▶ ACTIVITY:
Would you return every entry, exactly as it is written?

Segment Start: DATA TO EXAMINE

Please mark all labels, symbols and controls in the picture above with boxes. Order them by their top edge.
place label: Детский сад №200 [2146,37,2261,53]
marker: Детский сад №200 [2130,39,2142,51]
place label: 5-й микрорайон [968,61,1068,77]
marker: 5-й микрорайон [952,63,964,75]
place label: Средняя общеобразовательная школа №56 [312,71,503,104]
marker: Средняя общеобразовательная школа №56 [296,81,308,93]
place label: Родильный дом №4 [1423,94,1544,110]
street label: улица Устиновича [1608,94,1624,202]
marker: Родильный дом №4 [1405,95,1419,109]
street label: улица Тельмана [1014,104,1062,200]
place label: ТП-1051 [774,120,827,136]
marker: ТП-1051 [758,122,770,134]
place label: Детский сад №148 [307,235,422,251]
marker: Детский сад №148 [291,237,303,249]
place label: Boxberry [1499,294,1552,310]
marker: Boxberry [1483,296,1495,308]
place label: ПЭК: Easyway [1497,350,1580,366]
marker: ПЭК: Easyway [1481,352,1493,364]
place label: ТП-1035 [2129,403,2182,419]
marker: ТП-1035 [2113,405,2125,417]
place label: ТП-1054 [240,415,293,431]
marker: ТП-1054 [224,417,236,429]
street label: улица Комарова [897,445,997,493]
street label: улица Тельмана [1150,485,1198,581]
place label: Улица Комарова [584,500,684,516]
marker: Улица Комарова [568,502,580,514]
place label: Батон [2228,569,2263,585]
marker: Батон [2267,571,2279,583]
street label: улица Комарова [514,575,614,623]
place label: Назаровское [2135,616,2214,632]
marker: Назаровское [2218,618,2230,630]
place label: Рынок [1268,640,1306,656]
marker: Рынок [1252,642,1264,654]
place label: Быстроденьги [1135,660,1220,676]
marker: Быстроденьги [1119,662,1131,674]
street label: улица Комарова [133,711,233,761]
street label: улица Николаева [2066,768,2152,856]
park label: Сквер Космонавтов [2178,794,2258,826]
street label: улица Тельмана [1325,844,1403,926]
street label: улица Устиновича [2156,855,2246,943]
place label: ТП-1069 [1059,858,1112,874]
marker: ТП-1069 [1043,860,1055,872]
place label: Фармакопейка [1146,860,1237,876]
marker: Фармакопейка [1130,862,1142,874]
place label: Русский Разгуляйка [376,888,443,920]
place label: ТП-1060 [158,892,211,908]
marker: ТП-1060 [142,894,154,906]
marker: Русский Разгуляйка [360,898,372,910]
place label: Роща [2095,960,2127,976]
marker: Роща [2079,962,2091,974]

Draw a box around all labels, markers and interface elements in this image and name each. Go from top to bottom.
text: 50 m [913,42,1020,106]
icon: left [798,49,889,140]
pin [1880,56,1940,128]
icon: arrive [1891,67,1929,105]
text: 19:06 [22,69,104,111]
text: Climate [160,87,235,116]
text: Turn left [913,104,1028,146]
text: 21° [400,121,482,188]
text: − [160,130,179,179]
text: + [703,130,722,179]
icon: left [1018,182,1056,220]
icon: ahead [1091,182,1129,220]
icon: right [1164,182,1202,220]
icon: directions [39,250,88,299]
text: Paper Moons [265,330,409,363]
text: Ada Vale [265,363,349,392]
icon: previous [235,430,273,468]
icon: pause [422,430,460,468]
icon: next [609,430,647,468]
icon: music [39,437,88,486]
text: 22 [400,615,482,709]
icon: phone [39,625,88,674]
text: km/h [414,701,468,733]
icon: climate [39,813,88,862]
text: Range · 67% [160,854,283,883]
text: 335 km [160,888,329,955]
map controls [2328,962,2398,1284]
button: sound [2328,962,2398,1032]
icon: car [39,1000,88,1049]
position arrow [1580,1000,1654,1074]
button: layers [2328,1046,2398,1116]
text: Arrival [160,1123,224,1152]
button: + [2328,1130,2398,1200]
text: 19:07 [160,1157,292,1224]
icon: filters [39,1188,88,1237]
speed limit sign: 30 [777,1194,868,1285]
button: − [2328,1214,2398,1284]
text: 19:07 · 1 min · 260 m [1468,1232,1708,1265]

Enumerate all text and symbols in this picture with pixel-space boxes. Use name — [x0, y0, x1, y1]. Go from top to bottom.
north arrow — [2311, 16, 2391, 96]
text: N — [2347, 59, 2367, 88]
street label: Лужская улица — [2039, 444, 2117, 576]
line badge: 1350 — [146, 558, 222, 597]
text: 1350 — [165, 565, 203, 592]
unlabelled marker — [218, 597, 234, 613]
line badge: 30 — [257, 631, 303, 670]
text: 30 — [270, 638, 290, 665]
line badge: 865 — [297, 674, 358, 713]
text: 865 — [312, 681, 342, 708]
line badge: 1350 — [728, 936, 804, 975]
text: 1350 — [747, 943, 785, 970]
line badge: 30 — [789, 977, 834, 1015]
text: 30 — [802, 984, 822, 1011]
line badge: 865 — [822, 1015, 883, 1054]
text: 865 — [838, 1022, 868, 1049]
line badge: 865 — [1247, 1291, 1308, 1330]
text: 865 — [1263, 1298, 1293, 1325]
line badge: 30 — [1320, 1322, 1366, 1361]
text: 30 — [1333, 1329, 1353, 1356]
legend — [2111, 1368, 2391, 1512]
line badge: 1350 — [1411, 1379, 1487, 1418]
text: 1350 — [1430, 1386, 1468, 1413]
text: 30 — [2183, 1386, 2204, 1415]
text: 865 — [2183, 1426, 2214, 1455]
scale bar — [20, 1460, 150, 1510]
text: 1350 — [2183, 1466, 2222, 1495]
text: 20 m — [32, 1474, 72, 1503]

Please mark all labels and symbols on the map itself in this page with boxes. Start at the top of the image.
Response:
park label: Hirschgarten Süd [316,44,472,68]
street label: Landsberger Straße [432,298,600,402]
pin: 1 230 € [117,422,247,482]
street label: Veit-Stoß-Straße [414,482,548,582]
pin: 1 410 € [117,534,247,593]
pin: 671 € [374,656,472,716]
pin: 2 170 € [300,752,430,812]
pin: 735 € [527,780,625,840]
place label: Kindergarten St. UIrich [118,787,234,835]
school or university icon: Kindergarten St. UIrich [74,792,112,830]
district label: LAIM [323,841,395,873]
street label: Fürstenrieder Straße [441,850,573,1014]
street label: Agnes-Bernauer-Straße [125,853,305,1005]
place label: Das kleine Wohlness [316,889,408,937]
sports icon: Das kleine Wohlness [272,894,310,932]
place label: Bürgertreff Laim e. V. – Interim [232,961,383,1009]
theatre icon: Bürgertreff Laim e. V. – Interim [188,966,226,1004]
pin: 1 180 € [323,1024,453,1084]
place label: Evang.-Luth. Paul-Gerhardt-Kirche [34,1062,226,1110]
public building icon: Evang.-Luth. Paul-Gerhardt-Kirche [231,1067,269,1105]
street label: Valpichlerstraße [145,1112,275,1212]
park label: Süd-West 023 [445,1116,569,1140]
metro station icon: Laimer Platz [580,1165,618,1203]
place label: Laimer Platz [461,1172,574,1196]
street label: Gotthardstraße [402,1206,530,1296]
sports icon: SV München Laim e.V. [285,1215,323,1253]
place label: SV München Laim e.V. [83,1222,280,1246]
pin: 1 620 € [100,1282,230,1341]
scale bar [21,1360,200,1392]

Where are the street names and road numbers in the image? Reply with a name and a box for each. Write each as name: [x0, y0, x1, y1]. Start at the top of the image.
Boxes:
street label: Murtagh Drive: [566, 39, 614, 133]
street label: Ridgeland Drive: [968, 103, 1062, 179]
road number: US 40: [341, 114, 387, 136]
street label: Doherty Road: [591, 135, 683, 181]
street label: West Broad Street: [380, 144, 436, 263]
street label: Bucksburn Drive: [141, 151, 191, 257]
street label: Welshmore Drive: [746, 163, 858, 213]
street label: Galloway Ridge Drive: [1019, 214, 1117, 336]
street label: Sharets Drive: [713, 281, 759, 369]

Segment End: DATA TO EXAMINE

▶ SOLUTION:
Please mark all labels, symbols and controls in the picture above with boxes. Order them by their top edge.
place label: Детский сад №200 [2146,37,2261,53]
marker: Детский сад №200 [2130,39,2142,51]
place label: 5-й микрорайон [968,61,1068,77]
marker: 5-й микрорайон [952,63,964,75]
place label: Средняя общеобразовательная школа №56 [312,71,503,104]
marker: Средняя общеобразовательная школа №56 [296,81,308,93]
place label: Родильный дом №4 [1423,94,1544,110]
street label: улица Устиновича [1608,94,1624,202]
marker: Родильный дом №4 [1405,95,1419,109]
street label: улица Тельмана [1014,104,1062,200]
place label: ТП-1051 [774,120,827,136]
marker: ТП-1051 [758,122,770,134]
place label: Детский сад №148 [307,235,422,251]
marker: Детский сад №148 [291,237,303,249]
place label: Boxberry [1499,294,1552,310]
marker: Boxberry [1483,296,1495,308]
place label: ПЭК: Easyway [1497,350,1580,366]
marker: ПЭК: Easyway [1481,352,1493,364]
place label: ТП-1035 [2129,403,2182,419]
marker: ТП-1035 [2113,405,2125,417]
place label: ТП-1054 [240,415,293,431]
marker: ТП-1054 [224,417,236,429]
street label: улица Комарова [897,445,997,493]
street label: улица Тельмана [1150,485,1198,581]
place label: Улица Комарова [584,500,684,516]
marker: Улица Комарова [568,502,580,514]
place label: Батон [2228,569,2263,585]
marker: Батон [2267,571,2279,583]
street label: улица Комарова [514,575,614,623]
place label: Назаровское [2135,616,2214,632]
marker: Назаровское [2218,618,2230,630]
place label: Рынок [1268,640,1306,656]
marker: Рынок [1252,642,1264,654]
place label: Быстроденьги [1135,660,1220,676]
marker: Быстроденьги [1119,662,1131,674]
street label: улица Комарова [133,711,233,761]
street label: улица Николаева [2066,768,2152,856]
park label: Сквер Космонавтов [2178,794,2258,826]
street label: улица Тельмана [1325,844,1403,926]
street label: улица Устиновича [2156,855,2246,943]
place label: ТП-1069 [1059,858,1112,874]
marker: ТП-1069 [1043,860,1055,872]
place label: Фармакопейка [1146,860,1237,876]
marker: Фармакопейка [1130,862,1142,874]
place label: Русский Разгуляйка [376,888,443,920]
place label: ТП-1060 [158,892,211,908]
marker: ТП-1060 [142,894,154,906]
marker: Русский Разгуляйка [360,898,372,910]
place label: Роща [2095,960,2127,976]
marker: Роща [2079,962,2091,974]

Draw a box around all labels, markers and interface elements in this image and name each. Go from top to bottom.
text: 50 m [913,42,1020,106]
icon: left [798,49,889,140]
pin [1880,56,1940,128]
icon: arrive [1891,67,1929,105]
text: 19:06 [22,69,104,111]
text: Climate [160,87,235,116]
text: Turn left [913,104,1028,146]
text: 21° [400,121,482,188]
text: − [160,130,179,179]
text: + [703,130,722,179]
icon: left [1018,182,1056,220]
icon: ahead [1091,182,1129,220]
icon: right [1164,182,1202,220]
icon: directions [39,250,88,299]
text: Paper Moons [265,330,409,363]
text: Ada Vale [265,363,349,392]
icon: previous [235,430,273,468]
icon: pause [422,430,460,468]
icon: next [609,430,647,468]
icon: music [39,437,88,486]
text: 22 [400,615,482,709]
icon: phone [39,625,88,674]
text: km/h [414,701,468,733]
icon: climate [39,813,88,862]
text: Range · 67% [160,854,283,883]
text: 335 km [160,888,329,955]
map controls [2328,962,2398,1284]
button: sound [2328,962,2398,1032]
icon: car [39,1000,88,1049]
position arrow [1580,1000,1654,1074]
button: layers [2328,1046,2398,1116]
text: Arrival [160,1123,224,1152]
button: + [2328,1130,2398,1200]
text: 19:07 [160,1157,292,1224]
icon: filters [39,1188,88,1237]
speed limit sign: 30 [777,1194,868,1285]
button: − [2328,1214,2398,1284]
text: 19:07 · 1 min · 260 m [1468,1232,1708,1265]

Enumerate all text and symbols in this picture with pixel-space boxes. Use name — [x0, y0, x1, y1]. Go from top to bottom.
north arrow — [2311, 16, 2391, 96]
text: N — [2347, 59, 2367, 88]
street label: Лужская улица — [2039, 444, 2117, 576]
line badge: 1350 — [146, 558, 222, 597]
text: 1350 — [165, 565, 203, 592]
unlabelled marker — [218, 597, 234, 613]
line badge: 30 — [257, 631, 303, 670]
text: 30 — [270, 638, 290, 665]
line badge: 865 — [297, 674, 358, 713]
text: 865 — [312, 681, 342, 708]
line badge: 1350 — [728, 936, 804, 975]
text: 1350 — [747, 943, 785, 970]
line badge: 30 — [789, 977, 834, 1015]
text: 30 — [802, 984, 822, 1011]
line badge: 865 — [822, 1015, 883, 1054]
text: 865 — [838, 1022, 868, 1049]
line badge: 865 — [1247, 1291, 1308, 1330]
text: 865 — [1263, 1298, 1293, 1325]
line badge: 30 — [1320, 1322, 1366, 1361]
text: 30 — [1333, 1329, 1353, 1356]
legend — [2111, 1368, 2391, 1512]
line badge: 1350 — [1411, 1379, 1487, 1418]
text: 1350 — [1430, 1386, 1468, 1413]
text: 30 — [2183, 1386, 2204, 1415]
text: 865 — [2183, 1426, 2214, 1455]
scale bar — [20, 1460, 150, 1510]
text: 1350 — [2183, 1466, 2222, 1495]
text: 20 m — [32, 1474, 72, 1503]

Please mark all labels and symbols on the map itself in this page with boxes. Start at the top of the image.
Response:
park label: Hirschgarten Süd [316,44,472,68]
street label: Landsberger Straße [432,298,600,402]
pin: 1 230 € [117,422,247,482]
street label: Veit-Stoß-Straße [414,482,548,582]
pin: 1 410 € [117,534,247,593]
pin: 671 € [374,656,472,716]
pin: 2 170 € [300,752,430,812]
pin: 735 € [527,780,625,840]
place label: Kindergarten St. UIrich [118,787,234,835]
school or university icon: Kindergarten St. UIrich [74,792,112,830]
district label: LAIM [323,841,395,873]
street label: Fürstenrieder Straße [441,850,573,1014]
street label: Agnes-Bernauer-Straße [125,853,305,1005]
place label: Das kleine Wohlness [316,889,408,937]
sports icon: Das kleine Wohlness [272,894,310,932]
place label: Bürgertreff Laim e. V. – Interim [232,961,383,1009]
theatre icon: Bürgertreff Laim e. V. – Interim [188,966,226,1004]
pin: 1 180 € [323,1024,453,1084]
place label: Evang.-Luth. Paul-Gerhardt-Kirche [34,1062,226,1110]
public building icon: Evang.-Luth. Paul-Gerhardt-Kirche [231,1067,269,1105]
street label: Valpichlerstraße [145,1112,275,1212]
park label: Süd-West 023 [445,1116,569,1140]
metro station icon: Laimer Platz [580,1165,618,1203]
place label: Laimer Platz [461,1172,574,1196]
street label: Gotthardstraße [402,1206,530,1296]
sports icon: SV München Laim e.V. [285,1215,323,1253]
place label: SV München Laim e.V. [83,1222,280,1246]
pin: 1 620 € [100,1282,230,1341]
scale bar [21,1360,200,1392]

Where are the street names and road numbers in the image? Reply with a name and a box for each. Write each as name: [x0, y0, x1, y1]. Start at the top of the image.
Boxes:
street label: Murtagh Drive: [566, 39, 614, 133]
street label: Ridgeland Drive: [968, 103, 1062, 179]
road number: US 40: [341, 114, 387, 136]
street label: Doherty Road: [591, 135, 683, 181]
street label: West Broad Street: [380, 144, 436, 263]
street label: Bucksburn Drive: [141, 151, 191, 257]
street label: Welshmore Drive: [746, 163, 858, 213]
street label: Galloway Ridge Drive: [1019, 214, 1117, 336]
street label: Sharets Drive: [713, 281, 759, 369]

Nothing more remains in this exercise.